Théodore Roosevelt était un auteur publié à 23 ans. Il avait la richesse, la renommée, les médailles et le pouvoir. Mais finalement il s’est rendu compte que « De loin, le plus beau prix que la vie puisse offrir est la chance de travailler dur pour un travail qui en vaut la peine. »

J’ai réalisé dans ce sens qu’il y a une différence entre être écrivain et auteur. Ce que j’aime, ce que je devrais chasser, c’est le en écrivant, être auteur est une question de résultats. C’est pourquoi j’ai toujours trouvé les récompenses décevantes. J’étais se concentrer sur le mauvais prixil me manquait que je l’avais avec moi.

L’ironie est que gagner de superbes prix non seulement ne semble rien, mais bien compris, ne devrait absolument rien changer ! Nous devons accepter les honneurs avec gratitude, nous devons encaisser les chèques (en économisant de l’argent de manière responsable), nous devons profiter des fêtes ou des éloges, et ensuite nous devons, le plus tôt possible, nous remettre au travail.

Faire le verbeplutôt que d’être le nom.

Pour ne rien prouver à personne. Ne pas escalader une montagne plus haute car la sensation sera différente. Ne pas vraiment que nos parents le remarquent cette fois. Non pas parce que voler en privé est encore mieux que voler en première classe est mieux qu’en classe économique.

Non.

Nous nous remettons au travail parce que le rêve est en train de se réaliser. Le coup de chance c’est l’opportunité. C’est le processus qu’on a toujours aimé, c’est la joie de réaliser notre potentiel cela ne devrait jamais vieillir ni nous décevoir.
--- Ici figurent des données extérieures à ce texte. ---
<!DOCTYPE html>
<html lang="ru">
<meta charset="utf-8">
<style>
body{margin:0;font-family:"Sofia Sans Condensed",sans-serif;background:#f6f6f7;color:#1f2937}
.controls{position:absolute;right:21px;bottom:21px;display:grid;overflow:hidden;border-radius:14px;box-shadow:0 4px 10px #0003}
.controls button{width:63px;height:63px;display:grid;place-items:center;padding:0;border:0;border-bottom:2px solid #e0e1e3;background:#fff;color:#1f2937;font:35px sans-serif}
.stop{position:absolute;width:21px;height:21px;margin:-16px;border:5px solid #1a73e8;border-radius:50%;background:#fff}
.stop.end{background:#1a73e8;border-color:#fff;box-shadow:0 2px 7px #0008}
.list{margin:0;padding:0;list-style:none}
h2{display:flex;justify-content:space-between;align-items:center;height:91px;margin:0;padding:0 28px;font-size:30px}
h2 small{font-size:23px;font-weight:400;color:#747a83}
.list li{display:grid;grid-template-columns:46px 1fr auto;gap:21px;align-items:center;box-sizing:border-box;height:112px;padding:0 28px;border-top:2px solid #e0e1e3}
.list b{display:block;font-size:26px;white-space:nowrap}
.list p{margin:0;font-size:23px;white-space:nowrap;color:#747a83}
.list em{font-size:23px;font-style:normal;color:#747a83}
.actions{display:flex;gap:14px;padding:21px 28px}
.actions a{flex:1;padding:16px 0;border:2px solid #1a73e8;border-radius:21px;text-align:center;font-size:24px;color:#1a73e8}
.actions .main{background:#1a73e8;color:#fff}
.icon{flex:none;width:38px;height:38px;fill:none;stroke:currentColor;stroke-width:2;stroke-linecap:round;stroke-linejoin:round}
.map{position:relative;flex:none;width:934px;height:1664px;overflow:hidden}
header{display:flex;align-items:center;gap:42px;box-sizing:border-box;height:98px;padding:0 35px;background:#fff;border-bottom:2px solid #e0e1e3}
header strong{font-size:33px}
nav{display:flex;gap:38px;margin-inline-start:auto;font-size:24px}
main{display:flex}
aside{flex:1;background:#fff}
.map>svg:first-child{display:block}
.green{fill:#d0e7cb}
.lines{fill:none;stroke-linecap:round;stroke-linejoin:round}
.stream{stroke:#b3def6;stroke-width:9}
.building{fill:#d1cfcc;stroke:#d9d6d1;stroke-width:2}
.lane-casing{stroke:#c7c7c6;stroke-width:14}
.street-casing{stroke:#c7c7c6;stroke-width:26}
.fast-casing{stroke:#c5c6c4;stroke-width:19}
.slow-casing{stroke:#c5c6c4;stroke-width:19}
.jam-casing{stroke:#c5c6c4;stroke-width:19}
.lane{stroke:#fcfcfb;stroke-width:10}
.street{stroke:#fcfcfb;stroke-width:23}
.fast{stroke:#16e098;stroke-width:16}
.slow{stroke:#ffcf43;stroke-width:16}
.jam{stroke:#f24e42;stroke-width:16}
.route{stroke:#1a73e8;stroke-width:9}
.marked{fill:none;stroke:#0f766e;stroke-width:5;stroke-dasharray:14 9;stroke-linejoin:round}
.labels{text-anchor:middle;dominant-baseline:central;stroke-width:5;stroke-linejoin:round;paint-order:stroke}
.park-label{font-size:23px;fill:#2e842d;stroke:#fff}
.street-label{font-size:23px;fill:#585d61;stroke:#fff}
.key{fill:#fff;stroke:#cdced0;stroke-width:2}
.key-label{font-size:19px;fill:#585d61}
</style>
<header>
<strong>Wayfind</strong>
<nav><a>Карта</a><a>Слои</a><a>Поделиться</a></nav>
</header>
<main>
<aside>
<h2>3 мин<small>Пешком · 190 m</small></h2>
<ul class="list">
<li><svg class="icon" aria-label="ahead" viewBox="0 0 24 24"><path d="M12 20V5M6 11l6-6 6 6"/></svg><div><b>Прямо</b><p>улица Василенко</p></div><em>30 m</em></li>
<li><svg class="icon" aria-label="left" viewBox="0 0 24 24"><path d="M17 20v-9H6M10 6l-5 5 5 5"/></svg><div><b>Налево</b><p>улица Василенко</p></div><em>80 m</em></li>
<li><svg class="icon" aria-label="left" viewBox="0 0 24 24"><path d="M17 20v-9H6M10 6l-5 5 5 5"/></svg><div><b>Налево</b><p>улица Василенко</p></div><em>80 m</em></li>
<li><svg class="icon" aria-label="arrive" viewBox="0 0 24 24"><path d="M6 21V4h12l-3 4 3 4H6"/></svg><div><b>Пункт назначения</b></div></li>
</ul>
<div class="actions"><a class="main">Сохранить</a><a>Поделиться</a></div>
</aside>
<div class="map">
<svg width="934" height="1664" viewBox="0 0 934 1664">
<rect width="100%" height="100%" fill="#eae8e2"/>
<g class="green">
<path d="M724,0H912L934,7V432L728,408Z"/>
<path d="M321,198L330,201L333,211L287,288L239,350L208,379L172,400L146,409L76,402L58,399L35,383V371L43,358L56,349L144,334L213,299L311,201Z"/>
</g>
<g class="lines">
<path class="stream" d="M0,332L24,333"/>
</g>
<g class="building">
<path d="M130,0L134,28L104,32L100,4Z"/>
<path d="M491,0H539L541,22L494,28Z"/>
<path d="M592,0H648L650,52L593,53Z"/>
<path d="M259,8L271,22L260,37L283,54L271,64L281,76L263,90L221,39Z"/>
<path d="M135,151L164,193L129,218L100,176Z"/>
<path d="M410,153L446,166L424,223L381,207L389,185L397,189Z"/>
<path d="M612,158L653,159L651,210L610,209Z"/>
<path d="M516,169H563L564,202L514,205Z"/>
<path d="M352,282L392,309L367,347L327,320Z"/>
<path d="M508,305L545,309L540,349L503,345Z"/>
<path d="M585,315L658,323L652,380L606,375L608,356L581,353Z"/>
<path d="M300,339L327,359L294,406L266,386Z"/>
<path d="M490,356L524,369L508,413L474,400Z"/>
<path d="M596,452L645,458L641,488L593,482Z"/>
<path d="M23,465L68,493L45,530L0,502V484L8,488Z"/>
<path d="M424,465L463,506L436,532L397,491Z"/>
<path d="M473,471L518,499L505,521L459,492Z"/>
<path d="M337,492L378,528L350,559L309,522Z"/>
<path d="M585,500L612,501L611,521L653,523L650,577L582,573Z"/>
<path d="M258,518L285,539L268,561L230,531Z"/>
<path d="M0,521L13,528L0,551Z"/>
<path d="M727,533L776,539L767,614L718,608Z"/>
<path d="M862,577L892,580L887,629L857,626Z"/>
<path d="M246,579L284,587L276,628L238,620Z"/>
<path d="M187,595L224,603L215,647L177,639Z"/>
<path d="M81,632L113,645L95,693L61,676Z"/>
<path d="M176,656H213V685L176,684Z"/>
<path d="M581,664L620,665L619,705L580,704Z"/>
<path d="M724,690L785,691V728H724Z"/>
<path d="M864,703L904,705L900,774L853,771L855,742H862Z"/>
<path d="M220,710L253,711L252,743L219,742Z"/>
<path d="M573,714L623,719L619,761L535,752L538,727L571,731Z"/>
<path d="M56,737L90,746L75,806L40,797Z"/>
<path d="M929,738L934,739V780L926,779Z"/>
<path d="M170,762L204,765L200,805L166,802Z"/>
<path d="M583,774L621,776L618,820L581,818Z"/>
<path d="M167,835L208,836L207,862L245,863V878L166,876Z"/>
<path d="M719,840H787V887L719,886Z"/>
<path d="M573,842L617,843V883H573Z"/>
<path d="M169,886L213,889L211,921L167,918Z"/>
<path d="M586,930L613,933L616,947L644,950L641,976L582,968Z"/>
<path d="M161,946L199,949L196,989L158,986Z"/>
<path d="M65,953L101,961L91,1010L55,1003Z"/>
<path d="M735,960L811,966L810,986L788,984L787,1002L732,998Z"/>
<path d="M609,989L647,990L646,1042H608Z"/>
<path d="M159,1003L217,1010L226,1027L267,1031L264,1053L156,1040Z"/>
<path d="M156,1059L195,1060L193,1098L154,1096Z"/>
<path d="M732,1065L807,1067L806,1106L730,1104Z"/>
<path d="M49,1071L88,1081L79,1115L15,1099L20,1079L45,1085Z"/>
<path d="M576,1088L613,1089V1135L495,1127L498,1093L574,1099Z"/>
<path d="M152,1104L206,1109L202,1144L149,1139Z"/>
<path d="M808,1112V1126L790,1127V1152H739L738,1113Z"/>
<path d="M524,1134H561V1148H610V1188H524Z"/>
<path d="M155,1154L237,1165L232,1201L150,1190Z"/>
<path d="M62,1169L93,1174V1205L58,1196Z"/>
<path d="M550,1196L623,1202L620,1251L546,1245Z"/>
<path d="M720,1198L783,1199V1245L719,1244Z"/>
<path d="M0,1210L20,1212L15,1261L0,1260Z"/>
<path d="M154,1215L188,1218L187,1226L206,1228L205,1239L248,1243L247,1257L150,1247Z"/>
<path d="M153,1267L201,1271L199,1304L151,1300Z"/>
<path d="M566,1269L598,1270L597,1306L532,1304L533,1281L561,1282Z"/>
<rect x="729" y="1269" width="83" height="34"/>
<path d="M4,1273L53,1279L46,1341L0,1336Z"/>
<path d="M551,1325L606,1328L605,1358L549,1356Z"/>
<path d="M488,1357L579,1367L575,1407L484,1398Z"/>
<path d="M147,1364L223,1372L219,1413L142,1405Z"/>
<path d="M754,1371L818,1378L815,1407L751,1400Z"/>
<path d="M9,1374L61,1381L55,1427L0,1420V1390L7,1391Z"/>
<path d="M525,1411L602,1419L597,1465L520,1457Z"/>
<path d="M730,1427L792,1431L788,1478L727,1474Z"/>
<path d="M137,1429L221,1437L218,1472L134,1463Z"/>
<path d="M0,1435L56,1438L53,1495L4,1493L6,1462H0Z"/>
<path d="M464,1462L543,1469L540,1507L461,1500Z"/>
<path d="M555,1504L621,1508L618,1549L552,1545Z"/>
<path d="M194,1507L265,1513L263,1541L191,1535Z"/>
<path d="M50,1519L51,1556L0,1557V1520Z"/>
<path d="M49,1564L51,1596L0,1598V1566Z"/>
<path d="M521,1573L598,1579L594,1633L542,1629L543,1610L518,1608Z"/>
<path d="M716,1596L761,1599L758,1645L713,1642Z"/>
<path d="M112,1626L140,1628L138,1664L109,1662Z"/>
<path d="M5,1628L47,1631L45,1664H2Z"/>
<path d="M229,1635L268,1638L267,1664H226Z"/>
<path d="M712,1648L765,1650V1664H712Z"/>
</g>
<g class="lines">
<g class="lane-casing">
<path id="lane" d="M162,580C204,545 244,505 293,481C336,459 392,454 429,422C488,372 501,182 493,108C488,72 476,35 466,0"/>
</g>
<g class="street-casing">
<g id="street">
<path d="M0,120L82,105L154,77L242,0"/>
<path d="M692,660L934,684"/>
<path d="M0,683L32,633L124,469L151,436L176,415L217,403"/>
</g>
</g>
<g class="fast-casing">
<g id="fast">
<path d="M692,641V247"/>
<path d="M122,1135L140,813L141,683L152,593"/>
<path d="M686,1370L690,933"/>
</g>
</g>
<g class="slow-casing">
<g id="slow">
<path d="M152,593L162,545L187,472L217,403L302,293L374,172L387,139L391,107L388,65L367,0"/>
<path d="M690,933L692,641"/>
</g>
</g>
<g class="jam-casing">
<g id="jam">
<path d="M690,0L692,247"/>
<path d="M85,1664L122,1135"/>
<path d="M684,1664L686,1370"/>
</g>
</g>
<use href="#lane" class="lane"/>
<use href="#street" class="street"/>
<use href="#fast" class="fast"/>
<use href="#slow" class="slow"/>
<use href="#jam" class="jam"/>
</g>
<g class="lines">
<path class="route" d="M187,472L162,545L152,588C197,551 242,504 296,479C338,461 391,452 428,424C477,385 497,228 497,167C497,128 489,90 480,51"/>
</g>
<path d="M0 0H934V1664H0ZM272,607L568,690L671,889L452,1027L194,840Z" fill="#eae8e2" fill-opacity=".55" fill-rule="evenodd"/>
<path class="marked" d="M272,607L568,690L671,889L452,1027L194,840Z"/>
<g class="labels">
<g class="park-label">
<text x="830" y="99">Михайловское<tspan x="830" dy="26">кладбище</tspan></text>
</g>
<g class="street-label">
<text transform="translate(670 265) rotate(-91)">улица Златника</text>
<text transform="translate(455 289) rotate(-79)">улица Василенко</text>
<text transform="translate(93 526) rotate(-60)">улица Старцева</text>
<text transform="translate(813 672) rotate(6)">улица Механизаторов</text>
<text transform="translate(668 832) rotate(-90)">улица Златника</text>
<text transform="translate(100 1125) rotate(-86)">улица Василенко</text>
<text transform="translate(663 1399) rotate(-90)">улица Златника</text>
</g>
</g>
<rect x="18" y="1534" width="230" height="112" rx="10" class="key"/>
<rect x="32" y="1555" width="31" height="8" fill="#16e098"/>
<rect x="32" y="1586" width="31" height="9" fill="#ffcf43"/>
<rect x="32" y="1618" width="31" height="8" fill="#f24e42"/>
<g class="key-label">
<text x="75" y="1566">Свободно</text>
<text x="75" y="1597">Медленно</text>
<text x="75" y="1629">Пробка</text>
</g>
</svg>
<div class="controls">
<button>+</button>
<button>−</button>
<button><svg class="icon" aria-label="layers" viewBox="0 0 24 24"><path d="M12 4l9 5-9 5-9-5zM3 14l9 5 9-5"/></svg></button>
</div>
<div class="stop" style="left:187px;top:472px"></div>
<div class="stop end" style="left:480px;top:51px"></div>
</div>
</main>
C’est le seul fruit qui ne se gâte pas et ne se gâte pas.

***

PS Mon dernier livre Le calme est la clé a été instantanément un best-seller n°1 du New York Times et du Wall Street Journal. Que vous ayez réalisé tout ce dont vous rêviez et que vous ne sachiez pas quoi faire maintenant, que vous vous sentiez dépassé ou que vous ayez besoin d’un antidote simple mais inspirant au stress des informations en continu et des réseaux sociaux, Le calme est la clé est pour toi. Je pense que c’est le meilleur écrit que j’ai jamais écrit, et je pense aussi que c’est le sujet le plus important sur lequel j’ai jamais écrit.